* **TASK DESCRIPTION**
Among the following entries, how many lines hold the string "shadow"? State only the number.
(SUPPLIED MATERIAL)
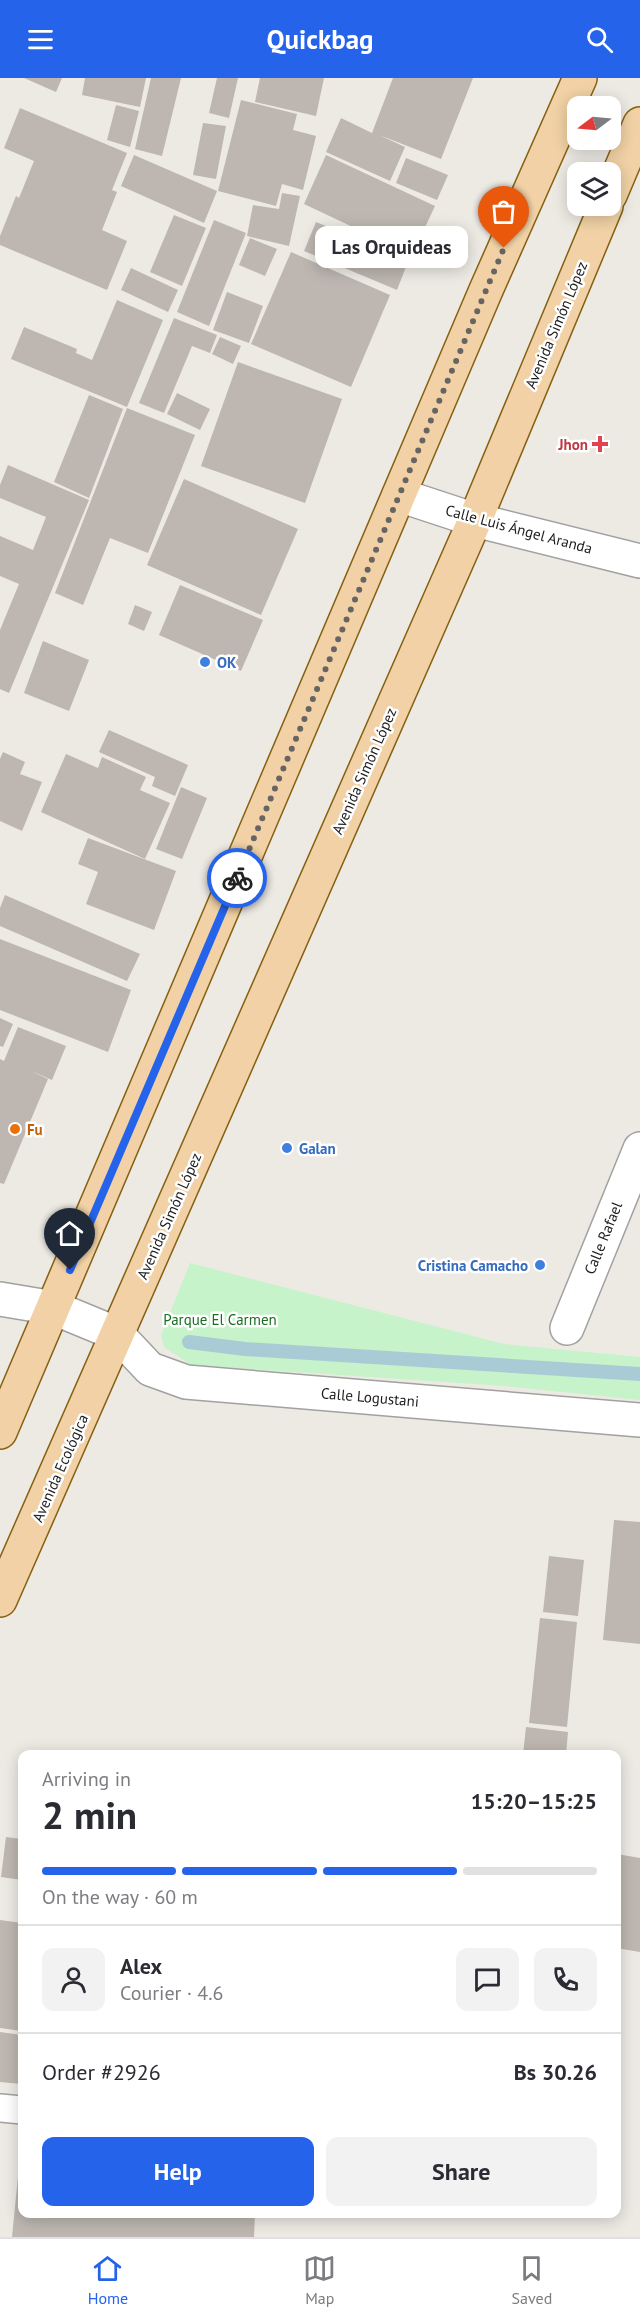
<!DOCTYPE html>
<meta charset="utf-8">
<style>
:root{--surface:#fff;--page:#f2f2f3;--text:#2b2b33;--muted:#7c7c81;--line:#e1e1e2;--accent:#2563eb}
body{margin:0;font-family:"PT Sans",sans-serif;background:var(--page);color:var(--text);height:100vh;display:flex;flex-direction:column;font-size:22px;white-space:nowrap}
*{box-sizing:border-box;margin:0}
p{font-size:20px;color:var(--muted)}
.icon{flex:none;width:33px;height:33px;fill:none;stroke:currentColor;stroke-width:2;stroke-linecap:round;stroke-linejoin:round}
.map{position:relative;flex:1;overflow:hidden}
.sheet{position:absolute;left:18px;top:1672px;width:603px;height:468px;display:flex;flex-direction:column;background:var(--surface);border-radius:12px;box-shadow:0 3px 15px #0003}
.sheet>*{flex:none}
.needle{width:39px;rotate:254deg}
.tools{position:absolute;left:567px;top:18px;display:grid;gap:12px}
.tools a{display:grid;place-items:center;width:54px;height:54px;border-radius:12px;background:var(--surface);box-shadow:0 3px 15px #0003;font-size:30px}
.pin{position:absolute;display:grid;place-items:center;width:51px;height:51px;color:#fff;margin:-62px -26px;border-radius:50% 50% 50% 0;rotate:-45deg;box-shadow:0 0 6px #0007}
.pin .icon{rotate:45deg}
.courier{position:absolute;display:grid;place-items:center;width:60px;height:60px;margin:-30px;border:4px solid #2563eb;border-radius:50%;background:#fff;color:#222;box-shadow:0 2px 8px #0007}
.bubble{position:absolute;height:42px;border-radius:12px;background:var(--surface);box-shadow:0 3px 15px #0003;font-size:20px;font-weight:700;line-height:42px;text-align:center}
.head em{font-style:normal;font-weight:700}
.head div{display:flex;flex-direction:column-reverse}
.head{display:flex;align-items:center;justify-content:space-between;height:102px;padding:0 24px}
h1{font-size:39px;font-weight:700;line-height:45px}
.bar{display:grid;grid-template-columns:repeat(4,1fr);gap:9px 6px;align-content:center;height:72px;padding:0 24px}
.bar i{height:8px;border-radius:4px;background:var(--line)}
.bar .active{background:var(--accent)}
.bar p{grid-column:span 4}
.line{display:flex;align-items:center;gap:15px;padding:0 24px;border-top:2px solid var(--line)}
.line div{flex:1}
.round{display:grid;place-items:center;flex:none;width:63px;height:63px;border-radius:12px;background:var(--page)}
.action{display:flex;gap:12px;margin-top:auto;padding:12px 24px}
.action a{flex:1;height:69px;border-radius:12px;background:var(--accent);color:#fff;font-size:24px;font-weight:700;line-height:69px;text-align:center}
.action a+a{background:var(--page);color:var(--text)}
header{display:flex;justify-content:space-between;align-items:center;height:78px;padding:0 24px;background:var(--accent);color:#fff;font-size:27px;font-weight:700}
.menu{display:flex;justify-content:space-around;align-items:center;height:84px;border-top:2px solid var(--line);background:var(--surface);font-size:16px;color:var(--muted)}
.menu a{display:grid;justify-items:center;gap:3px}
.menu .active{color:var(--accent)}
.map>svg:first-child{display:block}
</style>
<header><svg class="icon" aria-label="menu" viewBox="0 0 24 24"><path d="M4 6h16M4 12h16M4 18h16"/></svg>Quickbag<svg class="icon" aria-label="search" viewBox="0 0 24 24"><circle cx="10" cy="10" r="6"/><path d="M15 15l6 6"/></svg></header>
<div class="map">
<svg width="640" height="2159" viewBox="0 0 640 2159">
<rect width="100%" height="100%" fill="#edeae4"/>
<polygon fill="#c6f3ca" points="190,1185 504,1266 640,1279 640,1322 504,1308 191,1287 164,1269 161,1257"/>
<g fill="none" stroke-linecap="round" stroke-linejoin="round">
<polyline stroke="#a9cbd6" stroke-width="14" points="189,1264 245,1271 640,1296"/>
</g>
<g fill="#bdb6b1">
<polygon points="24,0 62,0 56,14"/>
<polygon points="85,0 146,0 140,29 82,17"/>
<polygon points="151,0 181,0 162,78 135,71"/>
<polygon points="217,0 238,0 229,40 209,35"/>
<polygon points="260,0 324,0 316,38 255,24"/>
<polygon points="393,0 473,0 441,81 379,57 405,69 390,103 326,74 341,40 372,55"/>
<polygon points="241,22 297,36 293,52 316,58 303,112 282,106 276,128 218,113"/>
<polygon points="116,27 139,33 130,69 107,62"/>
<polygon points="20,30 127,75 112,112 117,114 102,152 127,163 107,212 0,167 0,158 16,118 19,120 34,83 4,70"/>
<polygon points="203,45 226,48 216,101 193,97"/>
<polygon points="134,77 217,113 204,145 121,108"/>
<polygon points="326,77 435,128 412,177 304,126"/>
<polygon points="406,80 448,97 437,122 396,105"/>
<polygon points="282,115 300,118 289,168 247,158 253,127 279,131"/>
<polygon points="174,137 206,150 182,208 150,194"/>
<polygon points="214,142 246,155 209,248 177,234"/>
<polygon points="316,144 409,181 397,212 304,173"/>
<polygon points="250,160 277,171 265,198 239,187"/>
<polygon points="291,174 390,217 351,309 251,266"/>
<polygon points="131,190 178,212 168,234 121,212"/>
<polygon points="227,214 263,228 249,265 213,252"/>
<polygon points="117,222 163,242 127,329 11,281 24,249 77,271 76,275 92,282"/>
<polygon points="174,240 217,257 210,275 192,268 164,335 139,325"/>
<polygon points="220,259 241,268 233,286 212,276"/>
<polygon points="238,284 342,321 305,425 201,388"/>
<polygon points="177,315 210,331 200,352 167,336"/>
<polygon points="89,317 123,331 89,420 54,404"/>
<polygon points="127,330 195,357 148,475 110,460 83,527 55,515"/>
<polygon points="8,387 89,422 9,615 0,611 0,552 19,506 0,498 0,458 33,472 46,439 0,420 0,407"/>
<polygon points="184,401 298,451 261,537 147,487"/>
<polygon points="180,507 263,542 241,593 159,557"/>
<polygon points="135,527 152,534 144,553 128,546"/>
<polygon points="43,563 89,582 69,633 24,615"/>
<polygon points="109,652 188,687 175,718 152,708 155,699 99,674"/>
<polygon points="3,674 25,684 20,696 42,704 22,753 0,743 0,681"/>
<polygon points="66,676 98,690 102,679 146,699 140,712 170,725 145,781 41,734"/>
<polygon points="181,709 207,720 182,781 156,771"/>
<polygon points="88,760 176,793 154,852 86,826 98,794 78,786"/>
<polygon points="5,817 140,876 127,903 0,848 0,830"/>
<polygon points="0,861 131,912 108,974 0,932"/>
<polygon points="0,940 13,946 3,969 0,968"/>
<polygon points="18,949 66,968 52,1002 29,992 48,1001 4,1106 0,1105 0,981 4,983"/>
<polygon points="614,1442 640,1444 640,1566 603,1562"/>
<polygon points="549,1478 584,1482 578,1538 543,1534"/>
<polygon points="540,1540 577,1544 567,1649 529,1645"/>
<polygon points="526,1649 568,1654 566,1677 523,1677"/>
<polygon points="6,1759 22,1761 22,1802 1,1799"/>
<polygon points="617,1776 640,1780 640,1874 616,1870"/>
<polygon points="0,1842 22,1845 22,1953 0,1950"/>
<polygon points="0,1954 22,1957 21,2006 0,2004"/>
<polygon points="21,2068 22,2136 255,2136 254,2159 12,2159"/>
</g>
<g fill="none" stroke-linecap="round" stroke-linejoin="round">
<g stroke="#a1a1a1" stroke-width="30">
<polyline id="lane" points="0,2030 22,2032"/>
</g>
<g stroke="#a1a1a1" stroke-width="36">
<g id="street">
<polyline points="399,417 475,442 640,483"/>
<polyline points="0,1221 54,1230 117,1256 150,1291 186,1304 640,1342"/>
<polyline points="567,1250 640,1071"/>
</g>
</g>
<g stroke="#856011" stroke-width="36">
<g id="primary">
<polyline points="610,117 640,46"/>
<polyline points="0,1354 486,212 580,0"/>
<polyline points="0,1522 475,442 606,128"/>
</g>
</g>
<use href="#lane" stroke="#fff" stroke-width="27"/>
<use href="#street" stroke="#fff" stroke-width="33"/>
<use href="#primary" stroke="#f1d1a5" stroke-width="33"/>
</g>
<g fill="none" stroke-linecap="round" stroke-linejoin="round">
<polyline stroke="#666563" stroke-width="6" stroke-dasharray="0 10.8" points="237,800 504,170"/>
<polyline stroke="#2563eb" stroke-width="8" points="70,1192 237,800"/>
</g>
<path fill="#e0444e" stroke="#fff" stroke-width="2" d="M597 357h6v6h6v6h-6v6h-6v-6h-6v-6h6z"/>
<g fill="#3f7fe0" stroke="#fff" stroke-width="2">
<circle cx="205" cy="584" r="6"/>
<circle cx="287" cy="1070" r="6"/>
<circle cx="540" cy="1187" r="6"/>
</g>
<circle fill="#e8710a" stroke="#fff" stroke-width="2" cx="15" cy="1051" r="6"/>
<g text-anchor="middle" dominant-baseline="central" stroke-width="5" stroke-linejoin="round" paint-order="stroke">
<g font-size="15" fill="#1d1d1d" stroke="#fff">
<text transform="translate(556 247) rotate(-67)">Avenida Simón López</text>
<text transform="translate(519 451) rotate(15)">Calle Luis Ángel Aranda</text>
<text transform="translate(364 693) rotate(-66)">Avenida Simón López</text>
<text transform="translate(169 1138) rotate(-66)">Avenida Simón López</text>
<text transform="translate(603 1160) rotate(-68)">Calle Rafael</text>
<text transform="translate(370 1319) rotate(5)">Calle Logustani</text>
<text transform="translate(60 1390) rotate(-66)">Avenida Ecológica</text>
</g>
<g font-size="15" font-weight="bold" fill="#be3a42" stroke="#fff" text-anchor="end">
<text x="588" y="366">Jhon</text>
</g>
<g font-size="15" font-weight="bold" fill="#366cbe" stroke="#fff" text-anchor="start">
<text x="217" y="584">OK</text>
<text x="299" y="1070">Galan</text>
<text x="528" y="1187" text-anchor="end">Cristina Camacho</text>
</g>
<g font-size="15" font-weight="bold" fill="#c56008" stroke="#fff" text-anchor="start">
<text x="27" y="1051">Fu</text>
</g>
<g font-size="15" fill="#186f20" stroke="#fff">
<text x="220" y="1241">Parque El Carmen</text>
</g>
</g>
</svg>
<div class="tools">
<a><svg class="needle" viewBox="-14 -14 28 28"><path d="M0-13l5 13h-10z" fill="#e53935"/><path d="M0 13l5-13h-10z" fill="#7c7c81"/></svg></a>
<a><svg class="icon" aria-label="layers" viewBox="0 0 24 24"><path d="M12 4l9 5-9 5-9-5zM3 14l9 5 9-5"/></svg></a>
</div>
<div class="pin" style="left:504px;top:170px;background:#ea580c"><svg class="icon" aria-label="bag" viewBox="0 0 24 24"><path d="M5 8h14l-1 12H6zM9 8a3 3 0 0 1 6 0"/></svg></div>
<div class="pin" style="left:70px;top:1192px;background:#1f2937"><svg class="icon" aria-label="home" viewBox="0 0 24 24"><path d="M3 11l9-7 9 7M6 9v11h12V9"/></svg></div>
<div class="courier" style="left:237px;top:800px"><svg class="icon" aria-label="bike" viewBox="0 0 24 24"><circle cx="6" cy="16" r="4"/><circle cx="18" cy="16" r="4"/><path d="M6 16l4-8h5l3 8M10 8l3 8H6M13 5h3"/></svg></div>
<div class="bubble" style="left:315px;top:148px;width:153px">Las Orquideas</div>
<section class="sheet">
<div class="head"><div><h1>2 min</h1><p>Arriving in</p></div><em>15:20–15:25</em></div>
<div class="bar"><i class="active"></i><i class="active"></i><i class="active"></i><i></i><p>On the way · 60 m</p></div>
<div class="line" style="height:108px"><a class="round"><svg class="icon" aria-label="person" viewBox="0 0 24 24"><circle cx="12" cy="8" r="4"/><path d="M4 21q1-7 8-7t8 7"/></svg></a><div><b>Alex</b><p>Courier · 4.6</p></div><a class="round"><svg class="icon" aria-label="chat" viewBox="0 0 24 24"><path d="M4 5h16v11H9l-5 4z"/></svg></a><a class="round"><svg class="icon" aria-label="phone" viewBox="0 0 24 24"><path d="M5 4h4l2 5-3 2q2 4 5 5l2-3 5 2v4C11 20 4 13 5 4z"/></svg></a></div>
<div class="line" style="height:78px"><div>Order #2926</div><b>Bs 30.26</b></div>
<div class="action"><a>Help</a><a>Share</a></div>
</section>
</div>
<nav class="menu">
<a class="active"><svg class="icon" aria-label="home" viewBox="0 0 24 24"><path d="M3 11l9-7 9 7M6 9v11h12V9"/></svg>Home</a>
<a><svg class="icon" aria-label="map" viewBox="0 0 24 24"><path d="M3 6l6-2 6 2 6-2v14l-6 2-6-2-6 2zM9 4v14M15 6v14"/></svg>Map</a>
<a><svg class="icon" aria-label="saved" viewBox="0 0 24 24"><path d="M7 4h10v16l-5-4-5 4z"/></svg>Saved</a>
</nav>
(End SUPPLIED MATERIAL)
* **RESPONSE AREA**
5